Full-scale key phrase extraction: results
Running LLM-based key phrase extraction on all 92 garden items. What the results reveal about phrase overlap, short-text limits, and the role of key phrases in the knowledge graph.
This is the third step in building a knowledge graph for the garden. After computing embeddings and tuning the similarity threshold, I now have key phrases for every item. The idea: use phrases alongside embeddings to make link suggestions more interpretable and filterable.
The run
Ran gemma3:4b (temperature 0.1) on all 92 published garden items. Total time: 43 minutes, averaging 28 seconds per item. Every item received exactly 8 phrases, as instructed: the model followed the prompt well.
736 total phrases, of which 705 are unique (96%). That’s the headline finding, and it says a lot.
Quality: mostly good, with predictable weak spots
The phrases are meaningful concepts, not fragments. A few examples:
| Item | Phrases |
|---|---|
| ”Onthaast je voice action met SSML” (Dutch, 1420 words) | voice action onthaasten, speech synthesis markup language, conversational designer, standaard stemmen, dialoogtekst, natuurlijke zinsmelodie, adempauzes, ssml reference |
| ”Saga: a platform for continuous construction…” (89 words) | knowledge graph platform, hybrid batch-incremental design, delta processing, extended triples metadata, blocking similarity linking, confidence scoring links, graph embeddings, fact ranking annotation |
| ”My favorite AI tools - 2025 edition” (9 words) | ai tools, 2025 edition, ai overview, favorite tools, never ending, ai update, tool selection, future ai |
The Dutch article shows the model handles multilingual content natively. The Saga weblink (89 words) produces sharp, technical phrases from a short text. But the 9-word video item is pure padding: “never ending”, “future ai”, “ai update” are hallucinated filler, not content.
Short texts are the weak spot. With under ~50 words, the model invents phrases to fill the 8-phrase quota. This is the short-text problem I flagged in the key phrase extraction write-up, now confirmed in practice.
Phrase structure
- 64% are two-word phrases, 30% are three words. The model defaults to bigrams.
- Some near-duplicates slip through: “digital gardens” vs “digital garden”, “embeddings” vs “text embeddings” vs “llm-based embeddings”. A normalization step (lowercase, singularize, check containment) would clean these up.
- A few formatting artifacts: “1. cosine similarity threshold” and “8. serendipitous discovery” leaked list numbering from the source content.
Overlap: low, by design
Only 24 phrases appear in more than one item. Just 32 of 92 items (35%) share even a single phrase with another item. The remaining 60 items have completely unique phrase sets.
This isn’t a failure. It reflects two things:
- The garden is diverse. Content spans conversation design, AI tools, linguistics, book notes, personal reflections, and technical experiments. There genuinely aren’t many items about the same topic.
- The LLM is specific. It generates “conversational system prompts” instead of “conversation design”, “diverse image generation” instead of “ai ethics”. Specificity is good for describing individual items, but it reduces exact-match overlap.

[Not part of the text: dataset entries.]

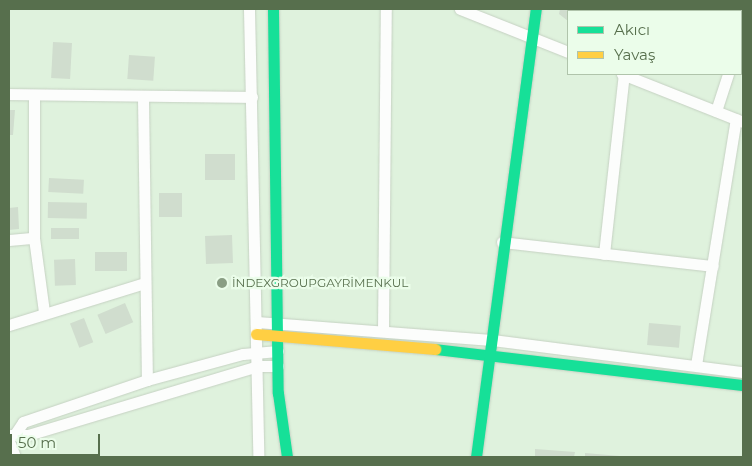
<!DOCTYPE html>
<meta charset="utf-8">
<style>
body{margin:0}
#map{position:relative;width:752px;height:466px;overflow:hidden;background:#e9f4e9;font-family:Montserrat,sans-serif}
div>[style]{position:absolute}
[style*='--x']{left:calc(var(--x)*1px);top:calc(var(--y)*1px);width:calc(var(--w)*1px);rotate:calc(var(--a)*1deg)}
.residential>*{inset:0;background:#dff2dd}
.building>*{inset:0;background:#d0ddce;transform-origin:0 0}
.roads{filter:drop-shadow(0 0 1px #c5d1c2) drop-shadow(0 0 1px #c5d1c2)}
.street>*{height:11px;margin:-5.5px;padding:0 5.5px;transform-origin:5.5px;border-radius:5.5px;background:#fcfdfc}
.fast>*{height:11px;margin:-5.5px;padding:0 5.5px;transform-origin:5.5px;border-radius:5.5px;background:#16e098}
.slow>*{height:11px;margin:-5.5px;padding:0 5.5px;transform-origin:5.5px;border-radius:5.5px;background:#ffcf43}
.dots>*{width:14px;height:14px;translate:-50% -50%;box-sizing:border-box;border:2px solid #ebfdea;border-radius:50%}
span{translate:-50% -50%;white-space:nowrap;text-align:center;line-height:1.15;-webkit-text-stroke:4.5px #ebfdea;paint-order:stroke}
.poi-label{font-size:12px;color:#576f4d}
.left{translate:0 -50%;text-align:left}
.frame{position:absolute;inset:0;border:10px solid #576f4d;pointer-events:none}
.legend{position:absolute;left:567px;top:10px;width:175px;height:65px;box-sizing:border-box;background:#ebfdea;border:1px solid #b0c4ab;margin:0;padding:6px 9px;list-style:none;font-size:15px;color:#576f4d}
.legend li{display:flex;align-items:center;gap:10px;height:25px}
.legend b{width:25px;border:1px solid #b0c4ab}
.scale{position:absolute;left:10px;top:434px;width:90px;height:22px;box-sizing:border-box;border:2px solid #576f4d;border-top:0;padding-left:6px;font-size:15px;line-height:18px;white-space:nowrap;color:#576f4d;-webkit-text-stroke:4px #ebfdea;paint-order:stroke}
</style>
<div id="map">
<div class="residential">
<div style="clip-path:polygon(evenodd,9px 9px,743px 9px,743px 457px,9px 457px,9px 9px,568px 11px,741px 11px,741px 74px,568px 74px,568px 11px)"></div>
</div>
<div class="building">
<div style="clip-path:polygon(560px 9px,602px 9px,568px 11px,568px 21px,559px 14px)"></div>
<div style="left:53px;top:42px;width:19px;height:36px;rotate:3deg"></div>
<div style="left:129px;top:55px;width:26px;height:24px;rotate:4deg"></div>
<div style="clip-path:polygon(9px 110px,15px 110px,13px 135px,9px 135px)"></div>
<div style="left:205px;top:154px;width:30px;height:26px"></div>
<div style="left:49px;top:178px;width:35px;height:14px;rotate:3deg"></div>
<div style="left:159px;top:193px;width:23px;height:24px"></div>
<div style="left:48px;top:202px;width:39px;height:16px;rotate:1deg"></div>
<div style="clip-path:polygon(18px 207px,19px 229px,9px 230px,9px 208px)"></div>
<div style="left:79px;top:228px;width:11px;height:28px;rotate:90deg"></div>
<div style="left:232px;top:235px;width:28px;height:27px;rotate:88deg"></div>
<div style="left:95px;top:252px;width:32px;height:19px"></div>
<div style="left:75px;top:259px;width:26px;height:21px;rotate:88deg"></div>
<div style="left:125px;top:303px;width:21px;height:30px;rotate:67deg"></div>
<div style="left:84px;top:318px;width:26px;height:15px;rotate:69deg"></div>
<div style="left:649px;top:323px;width:32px;height:22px;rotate:5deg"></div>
<div style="clip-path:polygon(535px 449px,575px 452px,574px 457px,535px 457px)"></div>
<div style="clip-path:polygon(585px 453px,620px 456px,620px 457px,585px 457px)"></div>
</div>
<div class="roads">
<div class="street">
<div style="--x:249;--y:9;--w:448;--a:88.8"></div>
<div style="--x:460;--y:9;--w:116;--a:21.7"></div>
<div style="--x:647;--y:11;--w:2;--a:-63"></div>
<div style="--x:741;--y:36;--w:7;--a:-74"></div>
<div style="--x:622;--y:74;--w:130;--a:21.6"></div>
<div style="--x:9;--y:94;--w:243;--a:0.7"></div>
<div style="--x:34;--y:95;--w:143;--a:90"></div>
<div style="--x:34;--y:238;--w:75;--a:82.3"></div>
<div style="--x:143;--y:98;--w:282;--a:89.2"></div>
<div style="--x:716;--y:111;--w:39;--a:-72"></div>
<div style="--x:9;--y:240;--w:25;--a:-5"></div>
<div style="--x:502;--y:242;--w:212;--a:6.5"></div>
<div style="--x:604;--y:254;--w:181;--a:-83.7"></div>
<div style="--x:256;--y:322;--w:237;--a:4.4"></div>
<div style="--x:492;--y:340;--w:253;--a:7.3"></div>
<div style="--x:9;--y:325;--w:142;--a:-17.2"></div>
<div style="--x:383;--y:331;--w:322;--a:-89.5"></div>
<div style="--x:696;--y:365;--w:249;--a:-80.8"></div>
<div style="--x:15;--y:434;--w:14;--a:-56"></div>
<div style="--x:23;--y:422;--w:131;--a:-18.7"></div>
<div style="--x:147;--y:380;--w:99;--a:-15.2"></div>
<div style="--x:243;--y:354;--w:35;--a:-5"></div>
<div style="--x:10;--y:435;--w:18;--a:0"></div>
<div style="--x:28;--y:435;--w:240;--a:-16.7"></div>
<div style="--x:258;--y:366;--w:20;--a:0"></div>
<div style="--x:9;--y:441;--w:17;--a:69"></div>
</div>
<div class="fast">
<div style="--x:273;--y:9;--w:384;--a:89.3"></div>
<div style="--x:278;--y:393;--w:65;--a:82"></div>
<div style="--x:435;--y:349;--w:310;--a:6.7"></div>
<div style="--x:476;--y:457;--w:452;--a:-82.4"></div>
</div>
<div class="slow">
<div style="--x:256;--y:334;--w:180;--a:4.8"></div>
</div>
</div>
<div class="dots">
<div style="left:222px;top:283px;background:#8a9e84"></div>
</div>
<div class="poi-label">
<span class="left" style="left:232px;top:283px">İNDEXGROUPGAYRİMENKUL</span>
</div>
<div class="frame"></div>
<ul class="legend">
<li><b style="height:6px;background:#16e098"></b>Akıcı</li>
<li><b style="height:6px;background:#ffcf43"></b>Yavaş</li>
</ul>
<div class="scale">50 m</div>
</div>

What this means for the knowledge graph
Key phrases alone won’t build the graph. If only 35% of items share a phrase, phrase co-occurrence misses most of the meaningful connections.
But that was always the plan. The embeddings capture semantic similarity (items about related topics score high even with different vocabulary), while key phrases add interpretability (they explain why two items are related).
The combination works like this:
- Embeddings propose link candidates (based on vector similarity)
- Key phrases label the connection (“both discuss embedding models”) or flag false positives (high similarity but no shared concepts)
Cleanup before using
Before feeding these into the graph, a few normalization steps:
- Strip list numbering artifacts
- Lowercase and deduplicate near-matches (“digital gardens” → “digital garden”)
- Drop or reduce phrases for very short items (under 50 words) where the model padded
Next step
Design the review UI for link candidates, combining similarity scores with key phrase overlap.